##### Input records

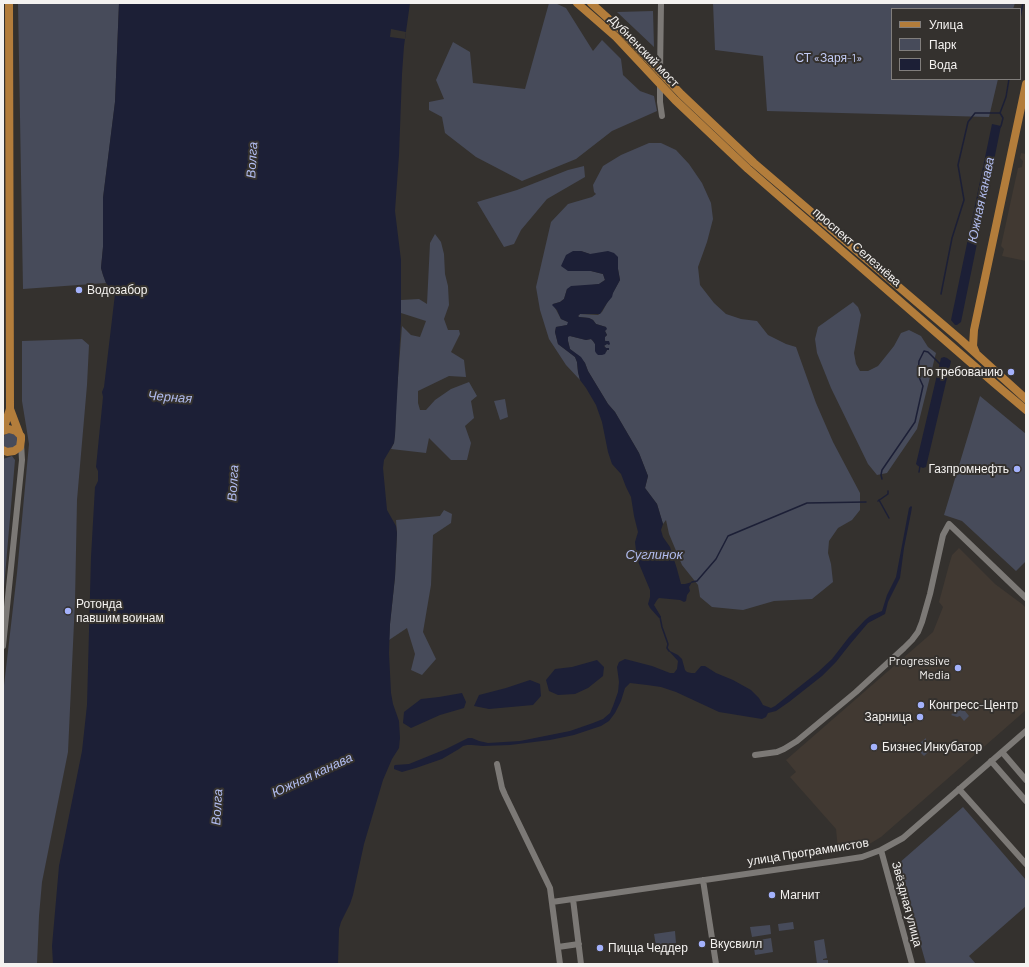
<!DOCTYPE html>
<html>
<head>
<meta charset="utf-8">
<style>
	body { margin:0 }
	#map { position:relative; width:1029px; height:967px; overflow:hidden; background:#34312e; font-family:Barlow,sans-serif }
	canvas { display:block }
	.frame { position:absolute; inset:0; border:4px solid #f4f2f0; pointer-events:none }
	.legend { position:absolute; left:891px; top:8px; width:130px; height:72px; box-sizing:border-box; background:#34312e; border:1px solid #817e7c; margin:0; padding:5px 7px; list-style:none; font-size:12px; color:#f4f2f0 }
	.legend li { display:flex; align-items:center; gap:8px; height:20px }
	.legend b { width:20px; border:1px solid #817e7c }
</style>
</head>
<body>
<div id="map">
<canvas width="1029" height="967"></canvas>
<div class="frame"></div>
<ul class="legend">
<li><b style="height:5px;background:#b37d3b"></b>Улица</li>
<li><b style="height:11px;background:#474b5a"></b>Парк</li>
<li><b style="height:11px;background:#1c1f36"></b>Вода</li>
</ul>
</div>
<script>
const context = document.querySelector('canvas').getContext('2d');
context.lineJoin = 'round';
function fill(path, color) { context.fillStyle = color; context.fill(path, 'evenodd'); }
const toPath = rows => new Path2D(rows.map(r => 'M' + r).join(''));
function stroke(path, color, width, dash) { context.strokeStyle = color; context.lineWidth = width; context.lineCap = dash ? 'butt' : 'round'; context.setLineDash(dash || []); context.stroke(path); }
function drawText(font, color, halo, rows, align = 'center') {
  context.font = font + ' Barlow,sans-serif'; context.lineWidth = 4; context.setLineDash([]); context.textBaseline = 'middle'; context.strokeStyle = halo; context.fillStyle = color; for (const [text, x, y, turn = 0] of rows) {
    context.save(); context.translate(x, y); context.rotate((+turn || 0) * Math.PI / 180); context.textAlign = isNaN(turn) ? turn : align; if (halo) context.strokeText(text, 0, 0); context.fillText(text, 0, 0); context.restore();
  }
}
fill(toPath([
	[1021,153,1026,154,1026,261,1002,256,1004,249,1001,246,1018,168,1022,167,1023,161,1020,158],
	[959,548,995,584,1022,604,1026,608,1026,710,881,837,866,846,838,850,836,829,790,777,796,772,786,760,933,632,943,607,939,602,949,565,952,555]
]), '#413932');
fill(toPath([
	[18,3,119,3,115,102,103,198,103,247,101,268,103,275,106,283,23,289],
	[549,3,555,3,566,8,593,51,602,40,621,59,623,75,640,91,654,96,657,111,612,131,576,159,522,181,476,157,445,133,442,117,429,110,429,102,444,99,436,80,453,42,470,52,473,83,525,89],
	[713,3,1015,3,1013,9,892,9,892,79,998,79,989,117,767,111,763,56,715,50],
	[653,11,654,47,617,12],
	[649,143,661,143,676,150,689,164,702,183,711,203,713,219,707,242,698,267,700,285,714,303,726,314,741,319,757,321,768,335,786,344,796,347,816,403,833,442,860,493,860,510,852,520,838,528,829,541,828,553,831,564,833,582,812,599,774,601,743,610,712,607,700,597,698,585,682,565,669,534,666,520,663,524,657,504,645,488,648,476,639,453,615,412,608,404,588,371,585,363,580,357,570,349,568,341,568,336,570,336,586,340,591,339,593,341,595,344,595,351,606,352,607,350,604,345,607,344,605,340,605,337,607,335,605,331,606,327,596,324,593,320,589,318,579,317,578,316,580,314,598,315,602,312,620,280,618,269,617,257,590,254,581,251,591,271,603,274,605,280,599,284,567,289,564,299,560,302,553,304,561,319,568,322,568,325,556,327,555,332,558,344,575,357,577,362,578,372,580,380,566,365,549,339,540,310,536,287,551,222,568,204,592,197,596,194,594,192,593,185,603,166,621,155],
	[584,166,585,177,547,199,521,230,514,244,504,247,477,202,517,190,568,170],
	[435,234,441,242,444,254,445,274,448,286,449,305,444,319,448,330,459,330,460,334,451,352,464,360,466,377,449,376,418,391,418,403,420,410,426,410,435,400,451,389,469,382,477,396,471,401,474,418,465,426,471,443,467,460,451,460,429,438,426,453,391,449,394,443,395,435,396,403,402,326,411,335,420,337,426,321,401,313,401,300,419,299,427,304,430,243],
	[853,302,858,307,861,315,854,353,856,364,860,371,868,371,878,366,894,346,901,333,909,330,921,336,928,347,936,353,917,429,887,473,877,475,868,464,831,388,817,353,815,339,818,327],
	[82,339,89,345,87,385,77,500,75,601,68,752,42,882,39,916,37,964,3,964,3,694,17,573,29,444,22,401,22,341],
	[980,396,1026,434,1026,561,1016,571,962,521,944,515],
	[505,399,508,417,500,420,494,401],
	'2 441a8 8 0 1 1 16 0a8 8 0 1 1-16 0Z',
	[12,456,15,460,3,599,3,459],
	[444,510,452,514,451,523,433,535,431,585,423,632,436,659,422,675,411,670,415,654,407,628,389,640,390,624,395,577,397,533,396,520,440,516],
	[961,706,969,716,964,721,960,716,957,717,951,715],
	[926,738,926,744,925,747,929,751,924,756,915,747],
	[963,807,1026,880,1026,906,969,956,976,964,926,964,898,864],
	[793,922,794,929,779,931,778,924],
	[770,925,771,934,752,937,750,927],
	[675,931,676,943,656,946,654,934],
	[771,938,773,952,755,955,753,941],
	[824,939,827,958,823,959,823,960,828,960,828,964,817,964,814,941]
]), '#474b5a');
fill(toPath([
	[119,3,410,3,404,46,402,74,399,155,395,211,401,260,401,320,395,435,394,443,384,460,383,468,387,510,396,526,397,533,395,577,390,624,389,653,391,693,393,704,399,721,400,738,399,748,392,759,383,780,364,844,353,895,350,904,341,922,339,929,338,964,53,964,52,946,59,866,82,751,87,705,91,557,95,487,98,481,98,471,96,467,103,397,102,392,104,387,115,294,113,291,106,283,103,275,101,268,103,247,103,198,115,102],
	[992,124,1001,126,961,322,957,325,955,325,951,320],
	[573,251,581,251,590,254,608,251,614,253,618,257,618,269,620,280,613,293,612,297,607,303,600,314,580,314,578,316,579,317,589,318,593,320,596,324,606,327,607,329,605,331,607,335,605,337,605,341,609,341,610,344,609,345,607,344,604,346,606,348,609,348,609,350,607,350,605,354,602,355,598,355,596,353,595,351,595,344,593,341,591,339,586,340,570,336,568,337,568,341,570,349,581,357,585,363,588,371,608,404,615,412,639,453,648,476,645,488,657,504,663,524,661,530,663,537,670,547,677,569,681,584,685,584,692,582,689,587,690,591,687,595,686,601,684,602,680,600,659,598,657,600,654,605,660,615,661,617,659,618,650,608,648,604,650,597,650,590,637,559,635,542,638,532,634,516,631,497,626,487,621,474,612,464,608,452,602,422,596,405,586,388,580,380,578,372,577,362,575,357,558,344,555,332,556,327,567,325,568,322,561,319,557,310,552,305,553,304,560,302,564,299,567,289,571,286,599,284,605,280,603,274,591,271,568,271,561,266,566,255],
	[944,357,947,358,951,361,926,467,923,468,918,466,916,464,941,358],
	[911,506,912,507,911,513,904,548,900,578,888,602,885,614,868,623,851,643,836,662,822,676,789,702,776,711,768,713,766,717,762,719,719,712,676,692,661,687,647,685,630,683,625,688,621,701,615,713,609,721,601,726,574,735,550,740,510,745,483,746,472,745,467,745,463,746,459,749,442,759,416,768,402,772,394,769,394,766,395,765,409,764,446,749,468,738,472,738,479,741,488,743,520,741,570,731,593,723,603,719,610,713,613,706,618,692,619,682,617,667,619,662,625,659,652,666,670,673,674,673,677,669,678,661,668,650,678,655,682,659,685,670,687,672,691,673,695,673,701,666,705,666,716,673,733,680,751,690,759,698,763,705,771,708,775,706,818,672,832,659,849,637,865,620,870,616,882,611,887,595,896,577,909,508],
	[597,660,604,667,603,676,588,688,575,694,558,695,549,691,546,680,555,669,572,667],
	[530,680,540,684,541,696,533,705,489,709,474,706,479,695,506,688],
	[462,693,466,702,464,708,440,715,411,728,403,723,404,712,421,699,439,697]
]), '#1c1f36');
fill(toPath([
	[391,29,406,32,405,39,390,37]
]), '#34312e');
stroke(toPath([
	[1020,18,1023,3],
	[999,128,1001,126,1003,118,1000,113,1006,97,1009,79],
	[941,294,952,238,964,200,958,165,968,122,975,113,1000,113],
	[919,472,920,466],
	[882,479,881,475,882,470,915,422,923,386,918,375,919,361,924,351,928,352,940,364],
	[879,500,889,518],
	[878,501,888,494,888,491],
	[692,582,697,581,716,559,728,536,807,503,866,502],
	[660,617,662,627,668,644,667,648,669,651]
]), '#1c1f36', 1.5);
stroke(toPath([
	[660,73,661,3],
	[660,83,660,102,662,116],
	[3,646,22,460,21,443],
	[1002,752,1026,780],
	[755,755,777,752,784,749,797,741,856,692,904,648,912,640,918,632,922,622,930,594,943,535,949,524,1026,598],
	[991,761,1026,801],
	[497,764,502,788,505,795,550,888,560,964],
	[959,789,1026,864],
	[881,850,912,964],
	[703,880,716,964],
	[573,899,581,964],
	[552,902,836,861,862,857,881,850,903,838,1026,731],
	[558,947,579,944]
]), '#7c7976', 6);
stroke(toPath([
	[577,3,616,37,675,100,748,169,994,383,1026,410],
	[591,3,622,31,681,94,754,163,961,340,1026,399],
	[976,353,973,346,974,330,1026,84],
	[10,409,19,433],
	[3,430,10,409,9,3],
	[3,431,9,429,16,431,21,436,21,440,20,447,14,451,7,452,3,450]
]), '#b37d3b', 8);
for (const [x, y, r, color] of [
	[79,290,4,"#a4b2fc"],
	[1011,372,4,"#a4b2fc"],
	[1017,469,4,"#a4b2fc"],
	[68,611,4,"#a4b2fc"],
	[958,668,4,"#a4b2fc"],
	[921,705,4,"#a4b2fc"],
	[920,717,4,"#a4b2fc"],
	[874,747,4,"#a4b2fc"],
	[772,895,4,"#a4b2fc"],
	[702,944,4,"#a4b2fc"],
	[600,948,4,"#a4b2fc"]
]) { const dot = new Path2D(); dot.arc(x, y, r, 0, 2 * Math.PI); context.fillStyle = color; context.fill(dot); stroke(dot, '#34312e', 1.5); }
drawText('12px', '#f4f2f0', '#34312e', [
	["Дубненский мост",644,51,46],
	["проспект Селезнёва",857,247,41],
	["улица Программистов",808,852,-9],
	["Звёздная улица",907,904,75]
]);
drawText('12px', '#c3ccf6', '#34312e', [
	["СТ «Заря-1»",829,58]
]);
drawText('12px', '#f4f2f0', '#34312e', [
	["Водозабор",87,290],
	["По требованию",1003,372,"right"],
	["Газпромнефть",1009,469,"right"],
	["Ротонда",76,604],
	["павшим воинам",76,618],
	["Progressive",950,661,"right"],
	["Media",950,675,"right"],
	["Конгресс-Центр",929,705],
	["Зарница",912,717,"right"],
	["Бизнес Инкубатор",882,747],
	["Магнит",780,895],
	["Вкусвилл",710,944],
	["Пицца Чеддер",608,948]
], 'left');
drawText('italic 13px', '#b1bcef', '#34312e', [
	["Волга",252,160,-87],
	["Южная канава",981,200,-78],
	["Черная",170,397,4],
	["Волга",233,483,-87],
	["Суглинок",654,555],
	["Южная канава",312,775,-25],
	["Волга",217,807,-87]
]);
</script>
</body>
</html>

##########

Please show, exactly as written, every line above that contains the word "display".

	canvas { display:block }
	.legend li { display:flex; align-items:center; gap:8px; height:20px }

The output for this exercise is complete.